Mental illness I would take the same approach. Look for strategies that work and apply them. There are plenty of people with mental illness who are functional at some level. Some will fall through the cracks but we can do better.
There are no magic solutions but with responsible management the problem can be reduced. Libertarians know that reality is we cannot "fix" everything, nobody can and that is where collectivists fail in promises to do so.
Actually, they are primarily the result of individual choices, and pretending that fixing these problems is the responsibility of government is probably significantly responsible for why these problems are so common in the first place.
I didnt realize deducting state taxes from federal taxes was a thing before trump stopped allowing it. It's kind of insane it could ever be done. gotta give credit where credit is due though, It is an impressively sneaky way of defanging federalism.

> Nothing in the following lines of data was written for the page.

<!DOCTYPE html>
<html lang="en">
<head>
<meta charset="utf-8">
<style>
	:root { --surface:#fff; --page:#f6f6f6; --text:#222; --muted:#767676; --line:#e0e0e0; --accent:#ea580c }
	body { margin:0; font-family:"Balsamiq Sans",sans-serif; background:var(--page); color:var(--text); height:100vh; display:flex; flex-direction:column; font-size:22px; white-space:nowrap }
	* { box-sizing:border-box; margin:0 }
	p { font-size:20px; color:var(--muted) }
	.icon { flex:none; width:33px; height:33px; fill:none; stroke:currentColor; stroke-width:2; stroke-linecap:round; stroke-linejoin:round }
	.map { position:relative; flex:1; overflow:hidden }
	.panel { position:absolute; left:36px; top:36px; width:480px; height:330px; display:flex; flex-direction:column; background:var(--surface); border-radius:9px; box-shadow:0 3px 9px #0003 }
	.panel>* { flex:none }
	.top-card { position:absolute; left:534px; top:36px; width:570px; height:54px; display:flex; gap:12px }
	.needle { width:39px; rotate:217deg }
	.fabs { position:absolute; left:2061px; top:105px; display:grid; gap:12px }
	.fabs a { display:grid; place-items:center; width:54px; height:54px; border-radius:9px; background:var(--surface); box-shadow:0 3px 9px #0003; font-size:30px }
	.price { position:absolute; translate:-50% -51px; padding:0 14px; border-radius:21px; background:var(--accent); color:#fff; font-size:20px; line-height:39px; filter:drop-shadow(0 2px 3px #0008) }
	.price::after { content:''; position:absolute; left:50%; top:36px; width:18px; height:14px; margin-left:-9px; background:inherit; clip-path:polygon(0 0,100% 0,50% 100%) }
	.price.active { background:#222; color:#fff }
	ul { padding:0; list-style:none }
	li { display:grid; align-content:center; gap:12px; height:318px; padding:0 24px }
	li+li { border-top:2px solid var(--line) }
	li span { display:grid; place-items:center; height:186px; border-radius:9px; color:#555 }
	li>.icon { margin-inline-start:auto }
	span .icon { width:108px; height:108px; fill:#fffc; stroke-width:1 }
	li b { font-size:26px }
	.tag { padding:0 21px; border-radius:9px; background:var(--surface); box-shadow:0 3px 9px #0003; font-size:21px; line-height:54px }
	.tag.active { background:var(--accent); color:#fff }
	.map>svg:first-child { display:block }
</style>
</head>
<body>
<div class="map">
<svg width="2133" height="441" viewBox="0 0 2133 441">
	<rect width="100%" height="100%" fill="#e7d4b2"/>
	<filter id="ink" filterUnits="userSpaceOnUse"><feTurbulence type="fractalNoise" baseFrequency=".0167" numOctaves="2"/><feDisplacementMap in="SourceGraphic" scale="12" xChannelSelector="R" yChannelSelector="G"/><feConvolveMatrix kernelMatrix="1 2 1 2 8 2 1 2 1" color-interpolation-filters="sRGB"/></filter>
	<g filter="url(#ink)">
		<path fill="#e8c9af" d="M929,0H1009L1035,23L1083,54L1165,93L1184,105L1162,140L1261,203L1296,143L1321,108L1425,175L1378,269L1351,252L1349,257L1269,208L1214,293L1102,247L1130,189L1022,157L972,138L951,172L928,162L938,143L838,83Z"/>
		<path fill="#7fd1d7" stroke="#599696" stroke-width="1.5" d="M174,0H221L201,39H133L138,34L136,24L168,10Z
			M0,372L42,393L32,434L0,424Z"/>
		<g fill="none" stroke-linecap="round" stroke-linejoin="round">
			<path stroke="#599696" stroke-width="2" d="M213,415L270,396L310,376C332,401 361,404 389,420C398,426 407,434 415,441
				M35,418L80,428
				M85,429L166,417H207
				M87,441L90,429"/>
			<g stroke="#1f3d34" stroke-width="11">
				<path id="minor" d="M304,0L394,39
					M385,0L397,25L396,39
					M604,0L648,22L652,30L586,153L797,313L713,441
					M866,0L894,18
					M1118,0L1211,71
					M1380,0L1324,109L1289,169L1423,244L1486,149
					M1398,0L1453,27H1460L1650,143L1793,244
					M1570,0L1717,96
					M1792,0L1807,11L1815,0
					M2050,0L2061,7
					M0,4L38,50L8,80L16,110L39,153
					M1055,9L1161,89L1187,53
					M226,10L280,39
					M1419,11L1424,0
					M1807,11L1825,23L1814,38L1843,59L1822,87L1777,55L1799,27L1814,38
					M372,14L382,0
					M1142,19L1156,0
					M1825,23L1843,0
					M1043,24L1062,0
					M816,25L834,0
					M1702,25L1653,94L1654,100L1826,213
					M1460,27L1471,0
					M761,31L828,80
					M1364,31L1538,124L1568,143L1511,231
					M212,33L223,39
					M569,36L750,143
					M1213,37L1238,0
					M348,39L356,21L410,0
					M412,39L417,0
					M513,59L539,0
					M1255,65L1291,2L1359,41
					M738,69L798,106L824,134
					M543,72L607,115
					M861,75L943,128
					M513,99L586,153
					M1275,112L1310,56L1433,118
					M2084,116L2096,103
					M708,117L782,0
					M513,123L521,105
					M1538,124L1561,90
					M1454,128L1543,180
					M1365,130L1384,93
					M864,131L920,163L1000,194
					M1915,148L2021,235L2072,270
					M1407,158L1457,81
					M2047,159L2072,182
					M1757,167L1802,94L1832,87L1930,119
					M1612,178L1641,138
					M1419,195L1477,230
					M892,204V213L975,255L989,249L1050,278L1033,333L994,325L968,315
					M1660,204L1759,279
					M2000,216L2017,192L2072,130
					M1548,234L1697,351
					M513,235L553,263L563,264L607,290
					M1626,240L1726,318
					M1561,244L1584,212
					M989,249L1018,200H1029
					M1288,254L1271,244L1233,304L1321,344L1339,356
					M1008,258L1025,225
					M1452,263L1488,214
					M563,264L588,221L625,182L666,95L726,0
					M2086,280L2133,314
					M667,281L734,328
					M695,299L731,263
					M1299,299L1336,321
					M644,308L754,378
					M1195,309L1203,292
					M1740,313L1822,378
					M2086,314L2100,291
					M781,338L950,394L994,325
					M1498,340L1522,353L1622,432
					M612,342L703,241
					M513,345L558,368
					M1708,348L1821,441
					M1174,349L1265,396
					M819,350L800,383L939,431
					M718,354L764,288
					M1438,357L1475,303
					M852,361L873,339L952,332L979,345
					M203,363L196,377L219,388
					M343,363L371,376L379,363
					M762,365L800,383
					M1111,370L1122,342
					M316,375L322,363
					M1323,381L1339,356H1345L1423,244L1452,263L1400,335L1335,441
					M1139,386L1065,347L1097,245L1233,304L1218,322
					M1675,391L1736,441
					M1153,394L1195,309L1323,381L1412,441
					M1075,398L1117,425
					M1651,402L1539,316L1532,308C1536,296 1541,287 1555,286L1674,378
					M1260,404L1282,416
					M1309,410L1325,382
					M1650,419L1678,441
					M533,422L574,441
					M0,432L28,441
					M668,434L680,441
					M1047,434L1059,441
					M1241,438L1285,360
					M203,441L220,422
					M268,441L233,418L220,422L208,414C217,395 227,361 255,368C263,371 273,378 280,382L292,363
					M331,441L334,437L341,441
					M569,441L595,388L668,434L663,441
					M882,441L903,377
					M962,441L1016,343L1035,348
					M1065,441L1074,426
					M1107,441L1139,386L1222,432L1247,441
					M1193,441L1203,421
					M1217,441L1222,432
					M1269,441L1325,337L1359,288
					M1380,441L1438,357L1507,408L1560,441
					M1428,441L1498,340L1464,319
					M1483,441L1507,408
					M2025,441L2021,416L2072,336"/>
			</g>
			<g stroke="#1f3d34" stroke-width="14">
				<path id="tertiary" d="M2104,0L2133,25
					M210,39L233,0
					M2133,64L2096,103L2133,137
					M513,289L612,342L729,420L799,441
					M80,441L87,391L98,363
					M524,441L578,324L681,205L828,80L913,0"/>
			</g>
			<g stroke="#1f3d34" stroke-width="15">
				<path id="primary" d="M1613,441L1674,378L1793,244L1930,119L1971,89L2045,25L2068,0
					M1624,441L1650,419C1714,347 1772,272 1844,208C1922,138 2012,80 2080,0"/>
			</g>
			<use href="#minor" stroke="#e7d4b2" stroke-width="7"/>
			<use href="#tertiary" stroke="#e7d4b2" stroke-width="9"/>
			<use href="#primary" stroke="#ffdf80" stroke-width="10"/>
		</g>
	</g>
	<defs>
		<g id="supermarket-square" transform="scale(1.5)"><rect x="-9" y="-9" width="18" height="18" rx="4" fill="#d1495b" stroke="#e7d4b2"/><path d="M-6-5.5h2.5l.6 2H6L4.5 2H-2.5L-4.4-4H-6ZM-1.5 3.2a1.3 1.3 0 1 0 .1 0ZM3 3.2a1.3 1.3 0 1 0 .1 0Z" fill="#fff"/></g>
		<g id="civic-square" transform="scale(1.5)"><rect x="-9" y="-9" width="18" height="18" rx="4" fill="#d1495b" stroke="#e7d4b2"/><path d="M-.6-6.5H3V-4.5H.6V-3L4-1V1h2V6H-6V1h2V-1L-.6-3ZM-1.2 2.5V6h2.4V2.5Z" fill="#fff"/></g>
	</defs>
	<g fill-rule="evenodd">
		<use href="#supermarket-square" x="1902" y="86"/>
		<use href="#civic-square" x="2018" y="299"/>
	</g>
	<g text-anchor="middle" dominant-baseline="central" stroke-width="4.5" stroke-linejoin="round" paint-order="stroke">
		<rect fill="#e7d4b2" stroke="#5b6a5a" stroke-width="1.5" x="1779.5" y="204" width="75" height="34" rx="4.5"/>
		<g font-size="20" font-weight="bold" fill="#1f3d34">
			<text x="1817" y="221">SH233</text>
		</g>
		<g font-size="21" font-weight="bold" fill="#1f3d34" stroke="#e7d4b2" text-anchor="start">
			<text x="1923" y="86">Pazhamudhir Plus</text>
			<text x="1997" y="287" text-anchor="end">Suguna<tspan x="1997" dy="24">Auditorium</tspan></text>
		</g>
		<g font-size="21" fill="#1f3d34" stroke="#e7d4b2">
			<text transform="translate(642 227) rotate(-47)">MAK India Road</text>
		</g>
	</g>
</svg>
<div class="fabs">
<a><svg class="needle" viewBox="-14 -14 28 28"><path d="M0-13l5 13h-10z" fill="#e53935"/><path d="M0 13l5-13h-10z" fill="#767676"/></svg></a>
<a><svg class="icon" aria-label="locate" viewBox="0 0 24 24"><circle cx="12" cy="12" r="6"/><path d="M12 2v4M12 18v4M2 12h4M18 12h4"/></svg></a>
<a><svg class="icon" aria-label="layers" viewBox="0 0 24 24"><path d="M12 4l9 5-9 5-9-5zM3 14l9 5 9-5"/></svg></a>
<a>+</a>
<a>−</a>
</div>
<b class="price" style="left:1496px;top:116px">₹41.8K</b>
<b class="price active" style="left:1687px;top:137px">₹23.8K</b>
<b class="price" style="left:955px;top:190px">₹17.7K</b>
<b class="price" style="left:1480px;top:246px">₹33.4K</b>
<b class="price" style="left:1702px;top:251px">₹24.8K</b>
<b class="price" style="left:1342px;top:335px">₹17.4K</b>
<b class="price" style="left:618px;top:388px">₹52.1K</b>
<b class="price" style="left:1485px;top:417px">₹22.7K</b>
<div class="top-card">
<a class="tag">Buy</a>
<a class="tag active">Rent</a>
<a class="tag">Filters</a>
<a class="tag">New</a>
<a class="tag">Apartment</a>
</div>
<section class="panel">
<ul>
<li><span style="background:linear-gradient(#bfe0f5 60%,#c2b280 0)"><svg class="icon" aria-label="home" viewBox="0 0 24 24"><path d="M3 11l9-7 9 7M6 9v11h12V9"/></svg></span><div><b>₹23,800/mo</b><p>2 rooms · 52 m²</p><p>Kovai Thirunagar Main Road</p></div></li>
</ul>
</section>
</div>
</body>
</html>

You're out of touch with reality if you think that that is an "unintended consequence".
How many homeless people even vote, bro? Politicians are only as concerned about homelessness as they need to be to keep the homeowners association happy.
Some of the activities of homeless people are tolerable and some are not. Let the authorities judge that a homeless person is being "indecent", or a "public nuisance". Assistance without enforcement is a recipe for nastiness.